As a former mayor of village, a member of the Governor’s Mandate Relief Council and chairman of the Senate Standing Committee on Local Governments, I am all too familiar with the challenges facing local governments, the greatest of which are skyrocketing pension rates.
It’s the number one concern of local officials who must meet these enormous obligations while also complying with our new tax cap. It’s the way the system is set up – requiring ever increasing contributions precisely when the economy is at its worst and municipalities are least able to pay.
Pension contributions by state, local governments and schools shot up from $368 million to $6.6 billion since 2001, a reality that could no longer be ignored. After meeting with several local government officials I came up with a proposal that would allow local governments and school districts employers to pay a consistent, flat contribution rate year after year. Governor Andrew Cuomo liked the proposal so much that he included it in his 2013-2014 Executive Budget, which he unveiled on Tuesday, as the Stable Rate Pension Contribution Option.
In a previous column, I wrote that “as a stock-market based system, it stands to reason that in flush years, communities pay very little into it as investments climb, only to be hammered when the economy is weak. Just when those communities are suffering from smaller tax rolls and are least able to handle new costs, they’re being forced to contribute even more,” discussing the plan to flatten pension contribution rates to enable to keep budget increases to a minimum and stay within the tax cap.
The proposal called for employer pension contributions to be based on the actuarial value of the obligations over a 30 year period of time as opposed to the current practice of determining the employer contribution amount annually, beginning with the State fiscal year ending March 31, 2014. It contained provisions for minor adjustments within a narrow corridor of two percent in either direction and for an adjustment in the long term fixed rate every 10 years, using the current fixed rate as the base.

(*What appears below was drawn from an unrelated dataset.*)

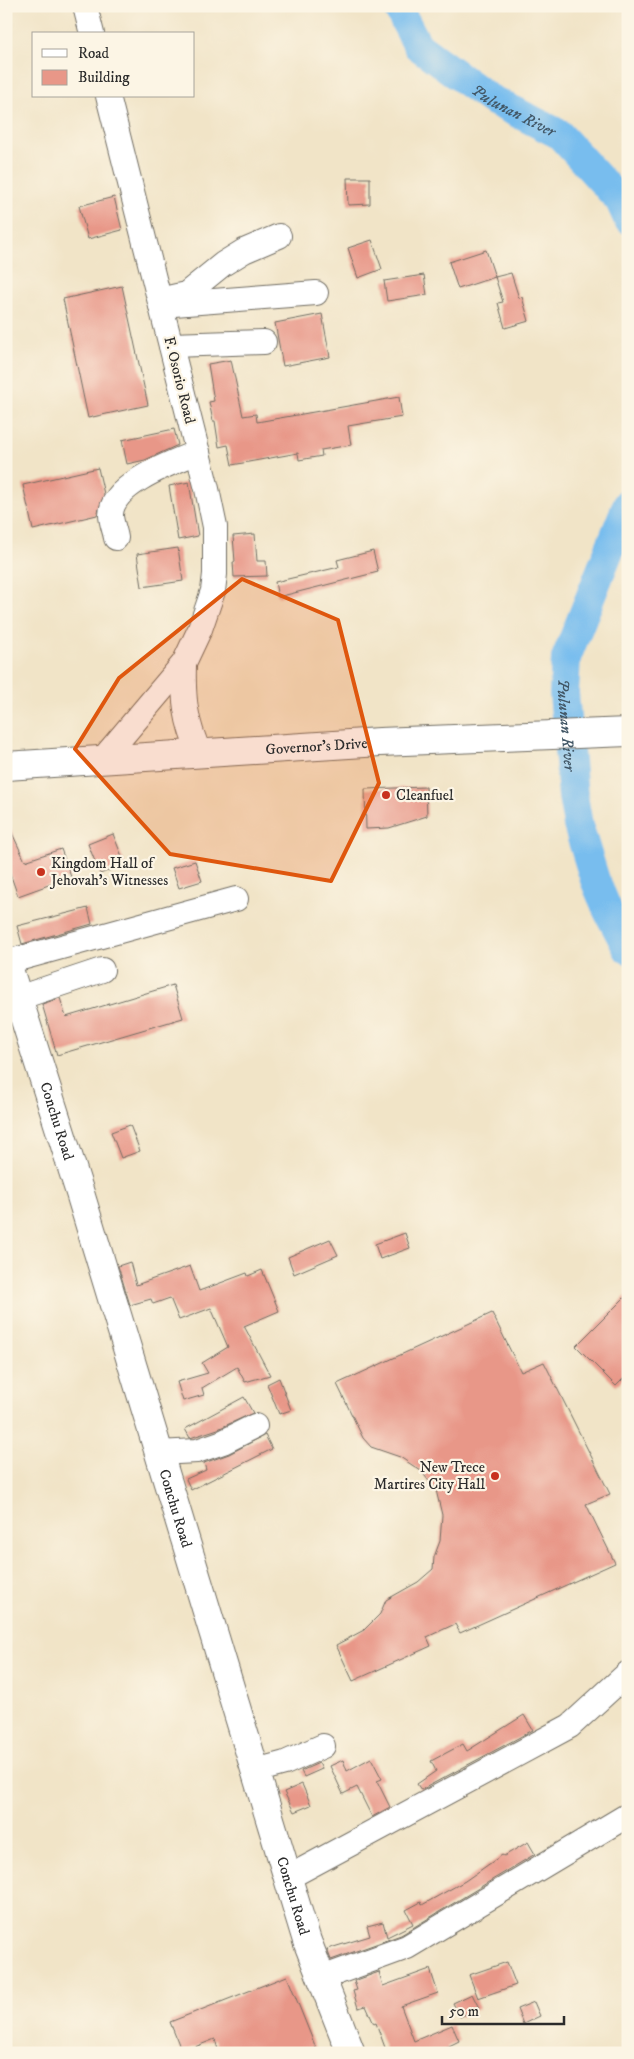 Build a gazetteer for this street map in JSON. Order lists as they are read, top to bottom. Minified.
{"streets":{"main road":["Governor's Drive","Conchu Road"],"street":["F. Osorio Road"]},"crossings":[["F. Osorio Road","Governor's Drive"]],"water":["Pulunan River"],"places":["Cleanfuel","Kingdom Hall of Jehovah's Witnesses","New Trece Martires City Hall"],"legend":["Road","Building"],"scale_bar":"50 m"}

The local mayors I discussed the proposal with all looked favorably upon it since it prevents volatility when it comes to the funding pension from year to year and take a long-term approach to funding pensions. Local leaders and officials need stability in budgeting and the double digit increases year-to-year in pension costs have forced austerity on every level of government – village, town, county and even our schools.

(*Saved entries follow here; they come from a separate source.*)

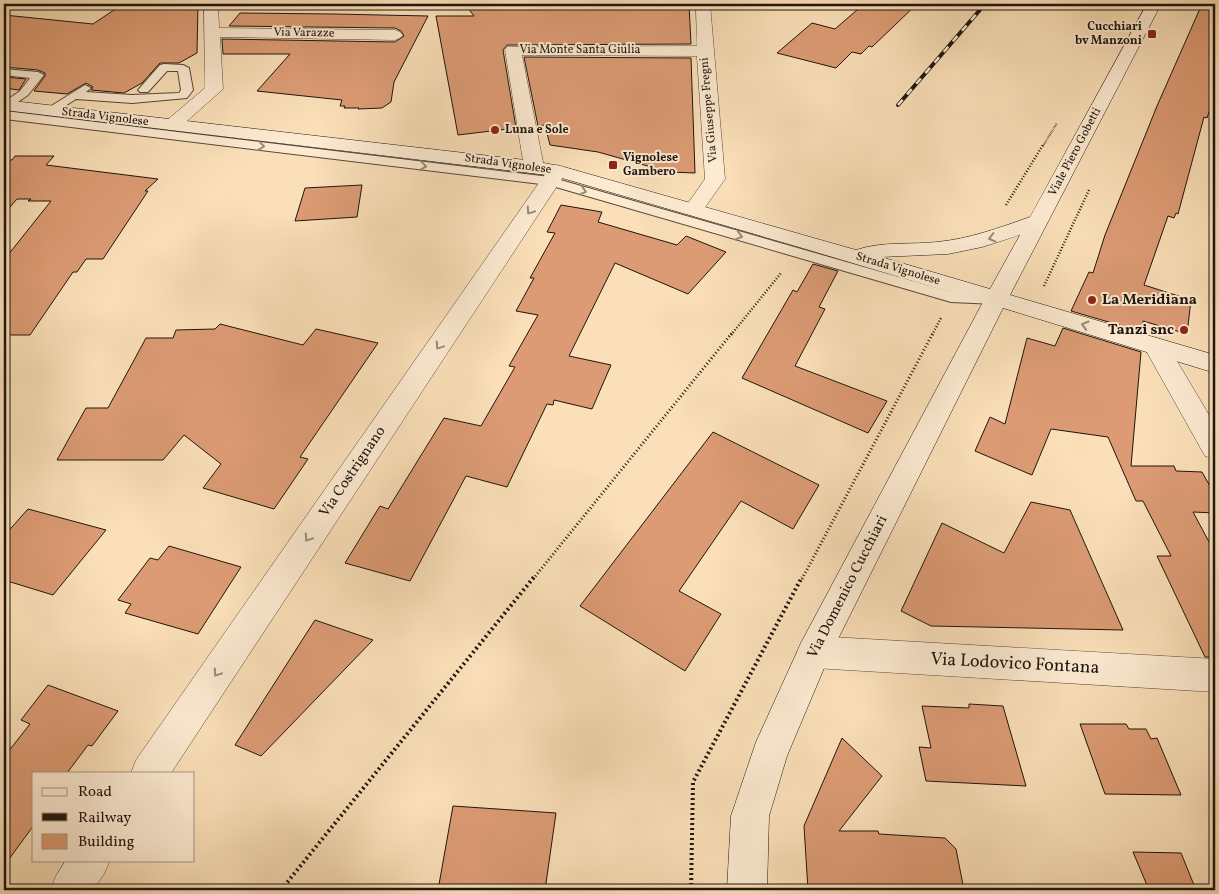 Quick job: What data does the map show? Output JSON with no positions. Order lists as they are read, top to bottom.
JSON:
{
  "streets": {
    "street": [
      "Via Varazze",
      "Via Monte Santa Giulia",
      "Via Giuseppe Fregni",
      "Strada Vignolese",
      "Viale Piero Gobetti",
      "Via Costrignano",
      "Via Domenico Cucchiari",
      "Via Lodovico Fontana"
    ]
  },
  "crossings": [
    ["Via Monte Santa Giulia", "Via Giuseppe Fregni"],
    ["Via Monte Santa Giulia", "Strada Vignolese"],
    ["Via Monte Santa Giulia", "Via Costrignano"],
    ["Via Giuseppe Fregni", "Strada Vignolese"],
    ["Strada Vignolese", "Viale Piero Gobetti"],
    ["Strada Vignolese", "Via Costrignano"],
    ["Strada Vignolese", "Via Domenico Cucchiari"],
    ["Viale Piero Gobetti", "Via Domenico Cucchiari"],
    ["Via Domenico Cucchiari", "Via Lodovico Fontana"]
  ],
  "one_way": ["Via Costrignano"],
  "places": {
    "transit": ["Cucchiari bv Manzoni", "Vignolese Gambero"],
    "other": ["Luna e Sole", "La Meridiana", "Tanzi snc"]
  },
  "legend": ["Road", "Railway", "Building"]
}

The plan would dramatically reduce pension contributions for local government and school districts in the near future, but will require higher payments later on. However, those higher payments that will be required in latter years be offset by savings from the new pension tier, Tier VI, which was enacted by the Legislature and Governor last year.

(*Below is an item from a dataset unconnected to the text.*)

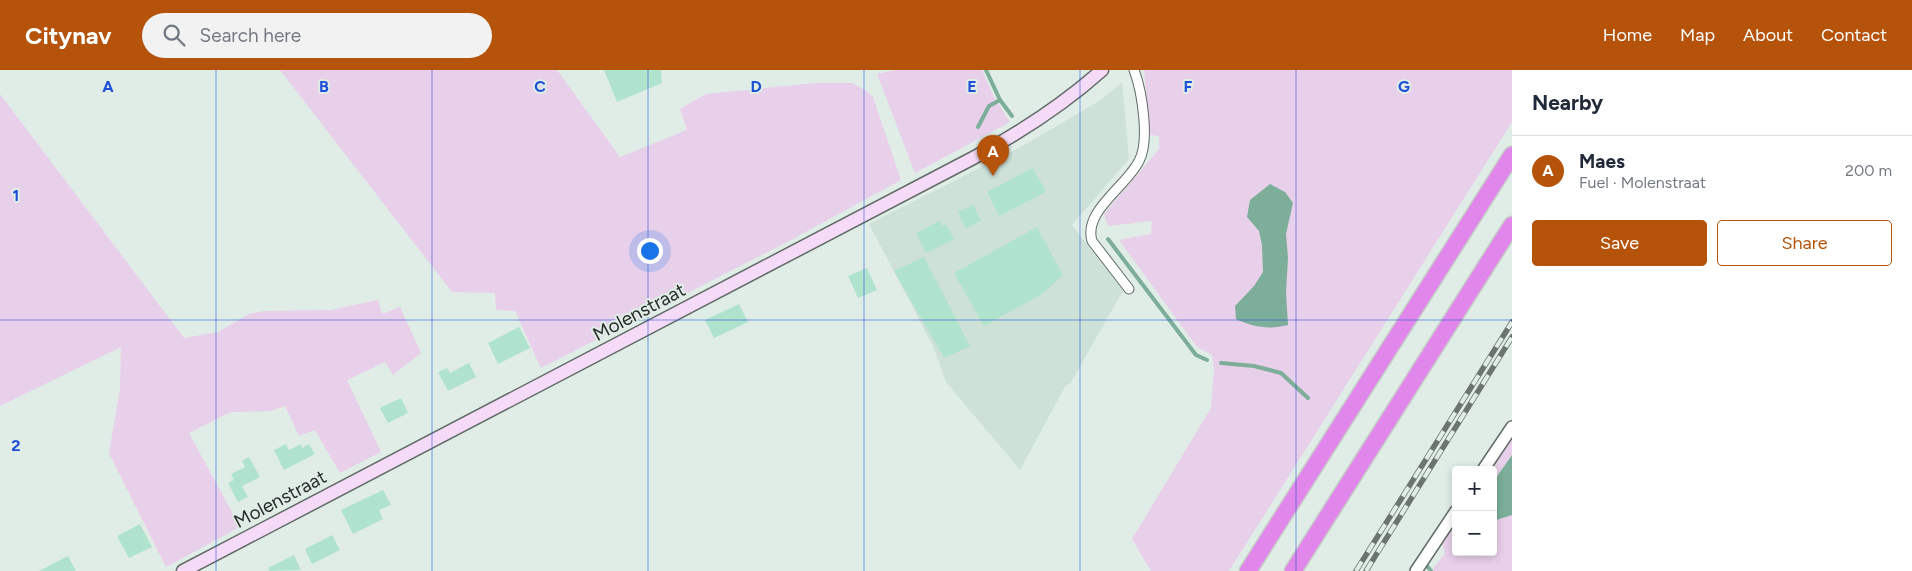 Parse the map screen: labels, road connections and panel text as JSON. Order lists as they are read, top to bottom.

The long term fiscal contribution option within the budget will give necessary and immediate relief to local governments and municipalities and is a change long overdue.
In conjunction with the plan, I also proposed an Article V amendment to the New York State Constitution for the purpose of permitting the comptroller to choose the methodology for valuing the assets, liabilities and obligations of pension funds, which do not diminish benefits.
Sen. Jack Martins is the representative of New York's Seventh Senatorial District. He was elected to the State Senate in 2010 as a Republican from Mineola.